Nobre é diretor artístico infatigável da Orquestra Sinfônica do Recife, talvez a mais antiga do Brasil em trabalho contínuo, 82 anos de vida! O conjunto foi criado com a participação de Ernani Braga (1888-1948) e o maestro Vicente Fittipaldi. Teve entre seus regentes Eleazar de Carvalho, que ousou avançar no repertório, seguido por seu assistente, o saudoso Eugene Egan, que o substituiu, maestro e violinista, com quem tive o prazer de tocar em um grupo de câmara. O Nobre regente de hoje retoma a linha de trabalho de crescimento da orquestra, e faz um trabalho de formiga até no verão, mas com fôlego de gigante. Ergueu o grupo, e graças ao seu carisma tem projetado a Sinfônica do Recife como um novo paradigma de crescimento musical no país. Lembro-me de Eleazar de Carvalho afirmando que uma orquestra não se faz em dez anos, mas em cem. Marcará época.

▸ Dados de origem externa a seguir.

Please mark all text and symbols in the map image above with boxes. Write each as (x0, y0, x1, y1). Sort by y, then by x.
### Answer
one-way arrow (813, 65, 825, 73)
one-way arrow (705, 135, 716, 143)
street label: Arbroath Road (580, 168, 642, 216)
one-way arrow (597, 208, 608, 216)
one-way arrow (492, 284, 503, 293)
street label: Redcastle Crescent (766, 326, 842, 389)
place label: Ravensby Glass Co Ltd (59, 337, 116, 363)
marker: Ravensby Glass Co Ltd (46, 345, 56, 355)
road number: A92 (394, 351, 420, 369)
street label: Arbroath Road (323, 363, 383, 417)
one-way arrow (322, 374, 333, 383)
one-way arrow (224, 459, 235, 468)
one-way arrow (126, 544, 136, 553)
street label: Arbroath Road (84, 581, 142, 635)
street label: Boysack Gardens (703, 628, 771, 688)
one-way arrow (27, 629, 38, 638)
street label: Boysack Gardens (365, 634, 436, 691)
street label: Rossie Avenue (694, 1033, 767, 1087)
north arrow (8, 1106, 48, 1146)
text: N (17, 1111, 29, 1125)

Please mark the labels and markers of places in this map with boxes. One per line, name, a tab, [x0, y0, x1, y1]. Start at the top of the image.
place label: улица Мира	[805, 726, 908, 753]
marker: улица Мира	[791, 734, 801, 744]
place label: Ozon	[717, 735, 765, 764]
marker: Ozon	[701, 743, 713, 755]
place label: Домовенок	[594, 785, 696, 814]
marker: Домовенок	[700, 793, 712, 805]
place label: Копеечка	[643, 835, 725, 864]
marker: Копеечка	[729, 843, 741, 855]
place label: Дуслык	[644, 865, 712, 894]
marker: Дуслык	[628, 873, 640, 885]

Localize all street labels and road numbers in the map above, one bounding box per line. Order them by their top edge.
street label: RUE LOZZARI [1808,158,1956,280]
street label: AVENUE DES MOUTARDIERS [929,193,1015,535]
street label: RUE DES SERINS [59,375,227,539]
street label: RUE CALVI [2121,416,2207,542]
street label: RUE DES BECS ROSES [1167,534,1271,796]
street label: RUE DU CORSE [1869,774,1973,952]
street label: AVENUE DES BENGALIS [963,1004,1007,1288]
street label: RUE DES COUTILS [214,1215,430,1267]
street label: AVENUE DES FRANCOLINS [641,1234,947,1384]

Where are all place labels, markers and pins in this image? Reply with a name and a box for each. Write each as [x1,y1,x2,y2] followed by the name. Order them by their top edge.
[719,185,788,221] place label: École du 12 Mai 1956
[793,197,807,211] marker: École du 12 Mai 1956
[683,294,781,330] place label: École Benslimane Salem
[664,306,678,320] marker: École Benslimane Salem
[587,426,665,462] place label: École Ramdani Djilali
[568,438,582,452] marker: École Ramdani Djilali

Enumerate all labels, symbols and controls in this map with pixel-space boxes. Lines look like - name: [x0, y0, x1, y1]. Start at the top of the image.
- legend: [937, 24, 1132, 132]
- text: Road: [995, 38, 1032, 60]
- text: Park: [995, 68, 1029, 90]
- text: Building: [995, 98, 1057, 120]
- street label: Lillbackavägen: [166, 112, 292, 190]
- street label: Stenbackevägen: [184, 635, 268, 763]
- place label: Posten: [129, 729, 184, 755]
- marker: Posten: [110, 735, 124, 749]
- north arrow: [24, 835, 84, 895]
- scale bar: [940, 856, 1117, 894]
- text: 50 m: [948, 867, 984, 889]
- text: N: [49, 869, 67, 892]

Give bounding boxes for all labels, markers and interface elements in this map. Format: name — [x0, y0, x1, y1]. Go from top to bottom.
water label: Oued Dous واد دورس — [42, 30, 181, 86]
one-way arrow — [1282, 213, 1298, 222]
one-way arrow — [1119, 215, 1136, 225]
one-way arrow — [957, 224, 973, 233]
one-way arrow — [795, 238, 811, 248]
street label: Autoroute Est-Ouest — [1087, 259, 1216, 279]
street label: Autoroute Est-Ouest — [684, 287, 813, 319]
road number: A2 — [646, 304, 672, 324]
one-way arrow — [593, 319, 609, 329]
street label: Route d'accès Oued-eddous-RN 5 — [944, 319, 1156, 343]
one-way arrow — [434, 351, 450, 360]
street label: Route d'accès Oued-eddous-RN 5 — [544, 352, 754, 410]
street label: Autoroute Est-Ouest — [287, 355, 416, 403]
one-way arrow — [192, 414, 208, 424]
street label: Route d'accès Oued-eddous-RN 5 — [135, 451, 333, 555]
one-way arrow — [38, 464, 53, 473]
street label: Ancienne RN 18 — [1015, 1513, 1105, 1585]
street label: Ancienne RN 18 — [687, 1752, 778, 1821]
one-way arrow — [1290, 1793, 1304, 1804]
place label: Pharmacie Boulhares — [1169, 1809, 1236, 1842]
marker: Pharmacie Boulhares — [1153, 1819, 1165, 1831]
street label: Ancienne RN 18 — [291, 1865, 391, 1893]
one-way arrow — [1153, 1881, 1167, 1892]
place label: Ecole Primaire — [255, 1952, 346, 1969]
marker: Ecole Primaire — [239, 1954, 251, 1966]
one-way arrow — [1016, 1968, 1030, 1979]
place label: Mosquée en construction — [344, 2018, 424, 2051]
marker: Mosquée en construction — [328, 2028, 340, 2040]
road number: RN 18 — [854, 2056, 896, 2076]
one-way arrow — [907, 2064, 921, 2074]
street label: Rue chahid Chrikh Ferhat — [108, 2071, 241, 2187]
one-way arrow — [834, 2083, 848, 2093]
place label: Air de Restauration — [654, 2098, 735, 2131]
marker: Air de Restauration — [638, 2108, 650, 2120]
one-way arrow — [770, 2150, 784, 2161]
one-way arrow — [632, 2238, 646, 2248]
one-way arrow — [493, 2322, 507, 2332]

A casa da orquestra é o famoso Teatro de Santa Isabel, projeto neoclássico de grande beleza do francês Louis Léger Vauthier que completa este anos 165 de existência, um dos mais belos e imponentes prédios do Império. Bem mais antigo do que os grandes Colón de Buenos Aires (1908) e os municipais do Rio (1909) e São Paulo (1911), além do famoso Palais Garnier (Opera de Paris), de 1875. Já recebeu Carlos Gomes, a bailarina Anna Pavlova, Jasha Heifetz e muitos outros. Ter uma casa como essas ajuda a Sinfônica do Recife a crescer em sonoridade, com a acústica incomparável das grandes construções antigas.

Marlos Nobre tem lutado por seu grupo como bom quixote, obcecado em dedicar-lhe de presente à terra que lhe foi mãe, e galgando todas as etapas para a melhor profissionalização da Sinfônica. Do último dia 16 de novembro, encerrou a temporada de 2016 com sua Passacaglia para grande orquestra e a imponente “Sétima Sinfonia” de Beethoven. Antes disso, porém, foi em pessoa batalhar por uma ajuda de custo que elevasse o salário dos músicos a um patamar mais digno, o que neste momento de crise é tarefa para um mestre tanto no pódio quanto na articulação dos bastidores e coxias. Porém, com o legado cultural da cidade, toda a cultura herdada dos anos holandeses e sua vocação artística, ainda conseguiu, no dia 9 de novembro, a aprovação da Comissão de Legislação e Justiça do projeto de lei que beneficia seus músicos. O relator, Raul Jungmann, afirmou que a orquestra exerce um papel fundamental na formação da sociedade não só de Recife, mas de todo o Brasil.

É preciso ser mais do que um grande compositor, um mestre, há que se compartilhar a arte de ser nobre e tornar-se exemplo para todo o país. “Noblesse oblige”.